Rockford, a northern Illinois city of 125,000, staged a welcome-home rally for Anderson taody. It was his first public appearance here since he broke ranks with the Republican Party and launched an independent presidential campaign April 24.

Mayor Robert McGaw, a Carter delegate to the Democratic National Convention, gushed over the congressman, calling him "the most famous citizen we've ever had, the greatest Rockfordian in Rockford history."

He praised Anderson's effectiveness in Congress. "We can't afford to lose his voice in Washington," the mayor said. "So let's keep him there in a more strategic position." An Andeson presidency, the mayor added, "would be the best thing that ever happened to this city and you know it."

Yet police estimated only 1,000 people in Illinois' second largest city had shown up to welcome home its most famous citizen. Organizers attributed this to a light morning drizzle and the Labor Day weekend.

But there also is an ambivalent sort of chemistry at work about the Anderson candidacy. "A lot of people here are just surprised he's still in it," explained one young man.

Those who did greet Anderson were loud and enthusiastic. They cheered wildly when Anderson was introduced as "the next president of the United States," and a "silver-haired orator, with a golden tongue, a 17-jewel mind and a brass backbone."
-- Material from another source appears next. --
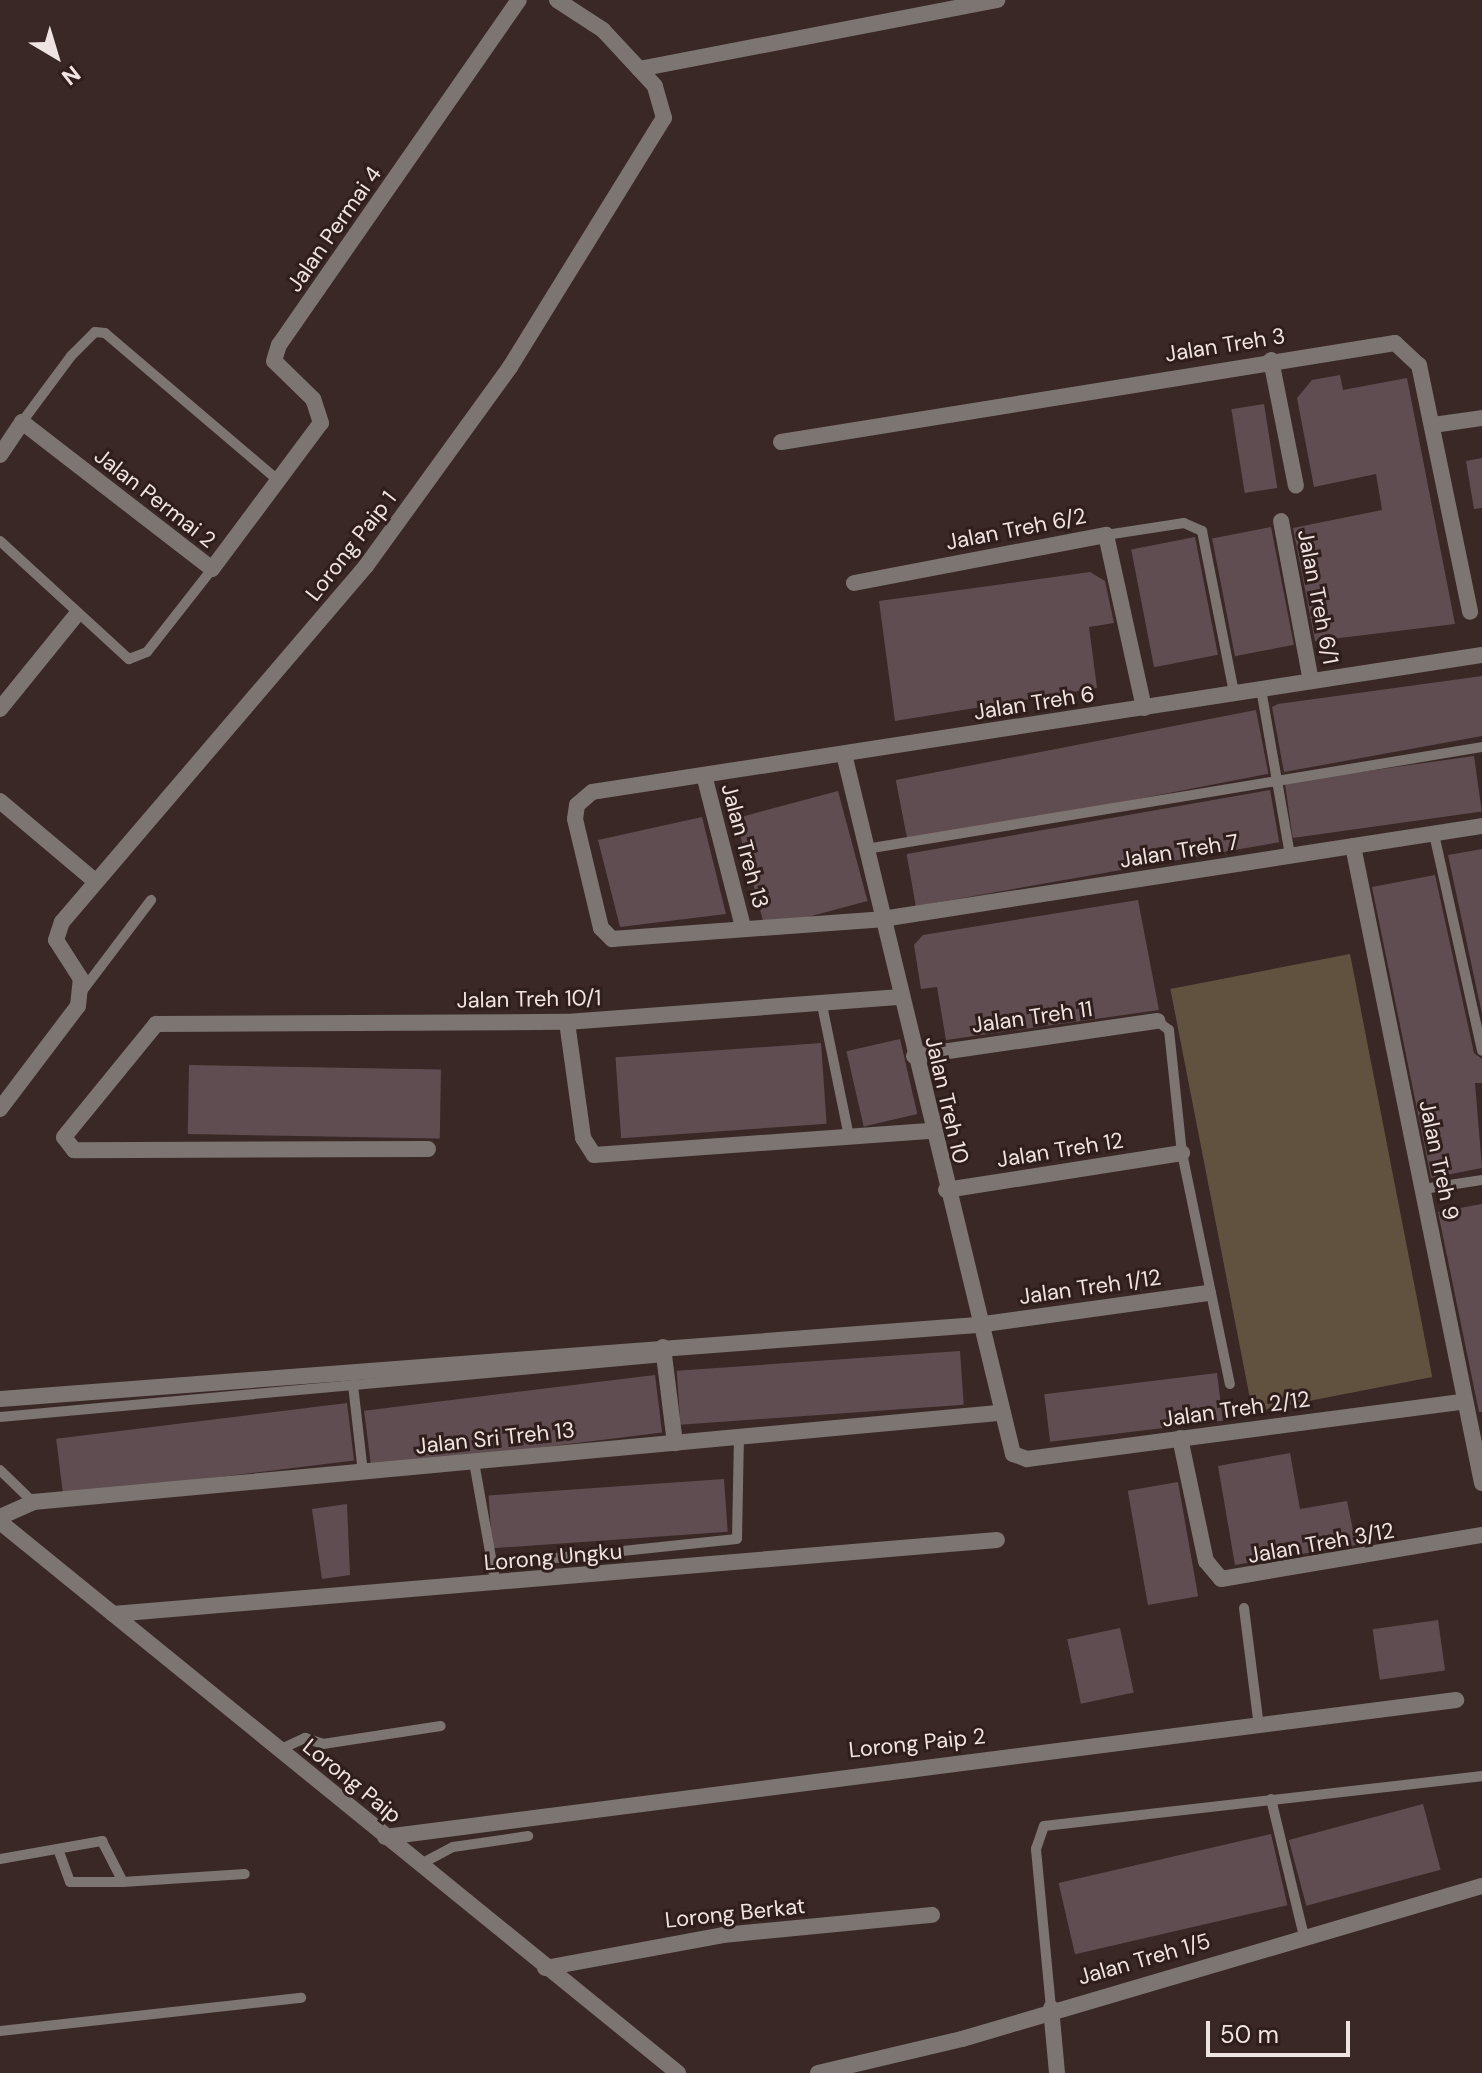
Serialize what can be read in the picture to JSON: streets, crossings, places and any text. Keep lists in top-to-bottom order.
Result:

And they cheered again when Anderson's vice presidential running mate, Patrick J. Lucey, the former Wisconsin governor, illustrated one of the campaign's attacks on Republican and Democratic tickets with the answer a University of Wisconsin student gave to the question, "What is the difference between Jimmy Carter and Ronald Reagan?"

Lucey quoted the student as saying "Carter is liable to get us into war by accident. But Reagan would do it on purpose."

Anderson picked up the same theme later, attacking the Carter administration's recent warnings to the Soviets about the possibility of nuclear war.

"In his effort to show his machismo he [Carter] is telling the American people that nuclear war is winnable," Anderson said.

"This madness has got to stop."

Earlier in the day, Anderson, his wife, Keke, and daughters, Karen and Susan accompanied his 94-year-old father, Albin Anderson, to the First Free Evangelical Church which the senior Anderson joined when he arrived here as an immigrant from Westergotland, Sweden, in 1907.

The senior Anderson operated a small grocery on the east, predominantly Swedish, side of the city. The church, Anderson has written, was one of the most powerful influences on his life.

It was in a tent meeting sponsored by the church that Anderson, at age 9, became a-born-again Christian, he has said.

"There under the canvas of what had once been the 'Big Top' of one of those innumerable little circuses that toured the country but have now become as sanctified as any great cathedral, I fell on my knees and beseeched God's mercy," he has written. ". . . When my turn to testify came, I simply said, 'I know that He knows that I know Him.'"

Anderson has maintained a relationship with the church throughout his life, but it has recently moved to a new multimillion-dollar suburban sanctuary and this was his first visit since that move. His support of legalized abortion in the campaign angered some church members, and a district body of the Evangelical Church asked him to reconsider his position just before the Illinois Republican primary in March.

Today the pastor, Lareau Lindquist, called the district body's action an "unfortunate-type incident." And he gave the Anderson family a warm greeting from the pulpit saying, "I assure you our prayers are with you. We pray for your strength, forbearance and wisdom."

The stop in Rockford was to have been the start of a whistle-stop trin tour across the Midwest by Anderson. But the train trip was dropped Thursday when the campaign decided it would be too expensive and it encountered logistic difficulties.